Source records

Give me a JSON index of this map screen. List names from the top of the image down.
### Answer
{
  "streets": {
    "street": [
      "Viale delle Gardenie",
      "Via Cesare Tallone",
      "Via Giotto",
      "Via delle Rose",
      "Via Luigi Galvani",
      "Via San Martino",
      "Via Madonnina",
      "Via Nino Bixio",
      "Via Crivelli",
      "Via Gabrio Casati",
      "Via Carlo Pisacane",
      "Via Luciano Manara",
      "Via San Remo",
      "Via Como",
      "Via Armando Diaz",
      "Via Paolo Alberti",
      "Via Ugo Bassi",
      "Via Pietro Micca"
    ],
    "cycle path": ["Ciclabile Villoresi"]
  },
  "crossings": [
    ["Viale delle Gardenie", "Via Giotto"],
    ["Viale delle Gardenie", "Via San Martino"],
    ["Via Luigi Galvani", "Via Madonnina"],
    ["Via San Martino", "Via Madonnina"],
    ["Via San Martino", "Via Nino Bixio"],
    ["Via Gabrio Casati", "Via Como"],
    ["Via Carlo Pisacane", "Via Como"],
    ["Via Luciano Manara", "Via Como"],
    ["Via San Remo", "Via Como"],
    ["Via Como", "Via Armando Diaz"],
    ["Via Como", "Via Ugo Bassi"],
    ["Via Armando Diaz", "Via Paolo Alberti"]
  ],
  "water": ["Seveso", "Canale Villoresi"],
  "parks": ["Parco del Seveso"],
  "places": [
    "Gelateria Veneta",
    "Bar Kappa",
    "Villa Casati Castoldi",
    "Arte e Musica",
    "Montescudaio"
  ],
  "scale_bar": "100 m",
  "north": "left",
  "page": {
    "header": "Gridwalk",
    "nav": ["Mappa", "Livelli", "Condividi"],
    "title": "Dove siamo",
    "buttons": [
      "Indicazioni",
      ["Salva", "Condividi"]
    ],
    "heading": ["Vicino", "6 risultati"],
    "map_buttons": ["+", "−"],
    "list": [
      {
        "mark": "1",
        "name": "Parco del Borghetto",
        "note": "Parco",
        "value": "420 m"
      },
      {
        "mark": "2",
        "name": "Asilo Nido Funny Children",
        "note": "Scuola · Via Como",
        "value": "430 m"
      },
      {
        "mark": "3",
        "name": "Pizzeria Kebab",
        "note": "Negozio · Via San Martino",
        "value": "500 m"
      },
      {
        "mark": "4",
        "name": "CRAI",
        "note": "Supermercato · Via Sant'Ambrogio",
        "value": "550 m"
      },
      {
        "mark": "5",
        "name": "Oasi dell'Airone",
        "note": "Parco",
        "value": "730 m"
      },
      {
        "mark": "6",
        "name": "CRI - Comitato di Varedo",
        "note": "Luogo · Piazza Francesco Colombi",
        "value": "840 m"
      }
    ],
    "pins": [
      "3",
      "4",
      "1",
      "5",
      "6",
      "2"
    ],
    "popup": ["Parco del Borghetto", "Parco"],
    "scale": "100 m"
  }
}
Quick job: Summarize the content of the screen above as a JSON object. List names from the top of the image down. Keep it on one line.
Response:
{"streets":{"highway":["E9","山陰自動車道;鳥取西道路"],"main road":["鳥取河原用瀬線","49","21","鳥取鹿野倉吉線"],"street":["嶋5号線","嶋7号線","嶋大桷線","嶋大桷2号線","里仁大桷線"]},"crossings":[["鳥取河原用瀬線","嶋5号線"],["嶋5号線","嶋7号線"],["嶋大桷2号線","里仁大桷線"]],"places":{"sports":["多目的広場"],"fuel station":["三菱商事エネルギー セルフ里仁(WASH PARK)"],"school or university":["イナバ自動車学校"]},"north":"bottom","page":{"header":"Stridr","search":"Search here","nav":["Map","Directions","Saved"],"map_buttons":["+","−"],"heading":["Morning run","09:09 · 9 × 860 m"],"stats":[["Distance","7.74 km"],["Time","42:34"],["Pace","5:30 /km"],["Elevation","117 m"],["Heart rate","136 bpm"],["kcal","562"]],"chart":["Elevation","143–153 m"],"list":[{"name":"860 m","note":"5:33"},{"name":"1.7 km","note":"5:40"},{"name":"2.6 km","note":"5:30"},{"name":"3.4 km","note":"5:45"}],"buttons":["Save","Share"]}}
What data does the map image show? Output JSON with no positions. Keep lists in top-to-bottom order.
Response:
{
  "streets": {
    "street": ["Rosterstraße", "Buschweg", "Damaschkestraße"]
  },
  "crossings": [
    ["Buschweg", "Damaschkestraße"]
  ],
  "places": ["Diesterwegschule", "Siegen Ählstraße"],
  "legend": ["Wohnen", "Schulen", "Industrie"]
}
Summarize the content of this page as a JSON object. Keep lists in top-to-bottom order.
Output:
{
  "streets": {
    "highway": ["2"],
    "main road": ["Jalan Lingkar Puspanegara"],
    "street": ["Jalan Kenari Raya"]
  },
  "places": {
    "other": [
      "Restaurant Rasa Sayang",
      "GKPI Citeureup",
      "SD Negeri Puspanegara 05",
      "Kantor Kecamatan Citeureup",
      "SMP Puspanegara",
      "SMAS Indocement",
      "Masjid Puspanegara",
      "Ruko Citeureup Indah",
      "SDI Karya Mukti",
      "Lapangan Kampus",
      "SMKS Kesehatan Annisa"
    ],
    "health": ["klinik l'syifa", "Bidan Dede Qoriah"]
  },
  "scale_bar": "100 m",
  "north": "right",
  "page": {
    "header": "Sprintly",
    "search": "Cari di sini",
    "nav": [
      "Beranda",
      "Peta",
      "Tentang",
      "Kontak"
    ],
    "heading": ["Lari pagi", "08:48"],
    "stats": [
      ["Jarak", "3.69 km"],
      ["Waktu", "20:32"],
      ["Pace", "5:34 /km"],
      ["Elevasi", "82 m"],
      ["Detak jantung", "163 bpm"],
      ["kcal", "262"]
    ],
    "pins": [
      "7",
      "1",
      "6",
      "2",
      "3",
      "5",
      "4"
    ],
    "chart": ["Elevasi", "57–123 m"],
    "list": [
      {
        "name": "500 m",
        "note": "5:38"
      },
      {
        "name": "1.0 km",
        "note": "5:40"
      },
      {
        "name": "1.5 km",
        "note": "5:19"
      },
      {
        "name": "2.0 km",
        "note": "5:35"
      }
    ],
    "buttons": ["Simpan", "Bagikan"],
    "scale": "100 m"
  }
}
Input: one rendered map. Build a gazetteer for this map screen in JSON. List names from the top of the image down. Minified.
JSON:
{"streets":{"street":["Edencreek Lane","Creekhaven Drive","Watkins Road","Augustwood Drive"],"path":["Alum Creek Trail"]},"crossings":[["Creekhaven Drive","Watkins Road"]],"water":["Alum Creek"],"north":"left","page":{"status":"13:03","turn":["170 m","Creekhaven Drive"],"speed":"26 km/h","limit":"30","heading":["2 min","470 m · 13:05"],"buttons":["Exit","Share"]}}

Task prompt | All the records, from the first line to the last: repeat them exactly.

Task response |
Give me a JSON index of this map screen. List names from the top of the image down.
### Answer
{
  "streets": {
    "street": [
      "Viale delle Gardenie",
      "Via Cesare Tallone",
      "Via Giotto",
      "Via delle Rose",
      "Via Luigi Galvani",
      "Via San Martino",
      "Via Madonnina",
      "Via Nino Bixio",
      "Via Crivelli",
      "Via Gabrio Casati",
      "Via Carlo Pisacane",
      "Via Luciano Manara",
      "Via San Remo",
      "Via Como",
      "Via Armando Diaz",
      "Via Paolo Alberti",
      "Via Ugo Bassi",
      "Via Pietro Micca"
    ],
    "cycle path": ["Ciclabile Villoresi"]
  },
  "crossings": [
    ["Viale delle Gardenie", "Via Giotto"],
    ["Viale delle Gardenie", "Via San Martino"],
    ["Via Luigi Galvani", "Via Madonnina"],
    ["Via San Martino", "Via Madonnina"],
    ["Via San Martino", "Via Nino Bixio"],
    ["Via Gabrio Casati", "Via Como"],
    ["Via Carlo Pisacane", "Via Como"],
    ["Via Luciano Manara", "Via Como"],
    ["Via San Remo", "Via Como"],
    ["Via Como", "Via Armando Diaz"],
    ["Via Como", "Via Ugo Bassi"],
    ["Via Armando Diaz", "Via Paolo Alberti"]
  ],
  "water": ["Seveso", "Canale Villoresi"],
  "parks": ["Parco del Seveso"],
  "places": [
    "Gelateria Veneta",
    "Bar Kappa",
    "Villa Casati Castoldi",
    "Arte e Musica",
    "Montescudaio"
  ],
  "scale_bar": "100 m",
  "north": "left",
  "page": {
    "header": "Gridwalk",
    "nav": ["Mappa", "Livelli", "Condividi"],
    "title": "Dove siamo",
    "buttons": [
      "Indicazioni",
      ["Salva", "Condividi"]
    ],
    "heading": ["Vicino", "6 risultati"],
    "map_buttons": ["+", "−"],
    "list": [
      {
        "mark": "1",
        "name": "Parco del Borghetto",
        "note": "Parco",
        "value": "420 m"
      },
      {
        "mark": "2",
        "name": "Asilo Nido Funny Children",
        "note": "Scuola · Via Como",
        "value": "430 m"
      },
      {
        "mark": "3",
        "name": "Pizzeria Kebab",
        "note": "Negozio · Via San Martino",
        "value": "500 m"
      },
      {
        "mark": "4",
        "name": "CRAI",
        "note": "Supermercato · Via Sant'Ambrogio",
        "value": "550 m"
      },
      {
        "mark": "5",
        "name": "Oasi dell'Airone",
        "note": "Parco",
        "value": "730 m"
      },
      {
        "mark": "6",
        "name": "CRI - Comitato di Varedo",
        "note": "Luogo · Piazza Francesco Colombi",
        "value": "840 m"
      }
    ],
    "pins": [
      "3",
      "4",
      "1",
      "5",
      "6",
      "2"
    ],
    "popup": ["Parco del Borghetto", "Parco"],
    "scale": "100 m"
  }
}
Quick job: Summarize the content of the screen above as a JSON object. List names from the top of the image down. Keep it on one line.
Response:
{"streets":{"highway":["E9","山陰自動車道;鳥取西道路"],"main road":["鳥取河原用瀬線","49","21","鳥取鹿野倉吉線"],"street":["嶋5号線","嶋7号線","嶋大桷線","嶋大桷2号線","里仁大桷線"]},"crossings":[["鳥取河原用瀬線","嶋5号線"],["嶋5号線","嶋7号線"],["嶋大桷2号線","里仁大桷線"]],"places":{"sports":["多目的広場"],"fuel station":["三菱商事エネルギー セルフ里仁(WASH PARK)"],"school or university":["イナバ自動車学校"]},"north":"bottom","page":{"header":"Stridr","search":"Search here","nav":["Map","Directions","Saved"],"map_buttons":["+","−"],"heading":["Morning run","09:09 · 9 × 860 m"],"stats":[["Distance","7.74 km"],["Time","42:34"],["Pace","5:30 /km"],["Elevation","117 m"],["Heart rate","136 bpm"],["kcal","562"]],"chart":["Elevation","143–153 m"],"list":[{"name":"860 m","note":"5:33"},{"name":"1.7 km","note":"5:40"},{"name":"2.6 km","note":"5:30"},{"name":"3.4 km","note":"5:45"}],"buttons":["Save","Share"]}}
What data does the map image show? Output JSON with no positions. Keep lists in top-to-bottom order.
Response:
{
  "streets": {
    "street": ["Rosterstraße", "Buschweg", "Damaschkestraße"]
  },
  "crossings": [
    ["Buschweg", "Damaschkestraße"]
  ],
  "places": ["Diesterwegschule", "Siegen Ählstraße"],
  "legend": ["Wohnen", "Schulen", "Industrie"]
}
Summarize the content of this page as a JSON object. Keep lists in top-to-bottom order.
Output:
{
  "streets": {
    "highway": ["2"],
    "main road": ["Jalan Lingkar Puspanegara"],
    "street": ["Jalan Kenari Raya"]
  },
  "places": {
    "other": [
      "Restaurant Rasa Sayang",
      "GKPI Citeureup",
      "SD Negeri Puspanegara 05",
      "Kantor Kecamatan Citeureup",
      "SMP Puspanegara",
      "SMAS Indocement",
      "Masjid Puspanegara",
      "Ruko Citeureup Indah",
      "SDI Karya Mukti",
      "Lapangan Kampus",
      "SMKS Kesehatan Annisa"
    ],
    "health": ["klinik l'syifa", "Bidan Dede Qoriah"]
  },
  "scale_bar": "100 m",
  "north": "right",
  "page": {
    "header": "Sprintly",
    "search": "Cari di sini",
    "nav": [
      "Beranda",
      "Peta",
      "Tentang",
      "Kontak"
    ],
    "heading": ["Lari pagi", "08:48"],
    "stats": [
      ["Jarak", "3.69 km"],
      ["Waktu", "20:32"],
      ["Pace", "5:34 /km"],
      ["Elevasi", "82 m"],
      ["Detak jantung", "163 bpm"],
      ["kcal", "262"]
    ],
    "pins": [
      "7",
      "1",
      "6",
      "2",
      "3",
      "5",
      "4"
    ],
    "chart": ["Elevasi", "57–123 m"],
    "list": [
      {
        "name": "500 m",
        "note": "5:38"
      },
      {
        "name": "1.0 km",
        "note": "5:40"
      },
      {
        "name": "1.5 km",
        "note": "5:19"
      },
      {
        "name": "2.0 km",
        "note": "5:35"
      }
    ],
    "buttons": ["Simpan", "Bagikan"],
    "scale": "100 m"
  }
}
Input: one rendered map. Build a gazetteer for this map screen in JSON. List names from the top of the image down. Minified.
JSON:
{"streets":{"street":["Edencreek Lane","Creekhaven Drive","Watkins Road","Augustwood Drive"],"path":["Alum Creek Trail"]},"crossings":[["Creekhaven Drive","Watkins Road"]],"water":["Alum Creek"],"north":"left","page":{"status":"13:03","turn":["170 m","Creekhaven Drive"],"speed":"26 km/h","limit":"30","heading":["2 min","470 m · 13:05"],"buttons":["Exit","Share"]}}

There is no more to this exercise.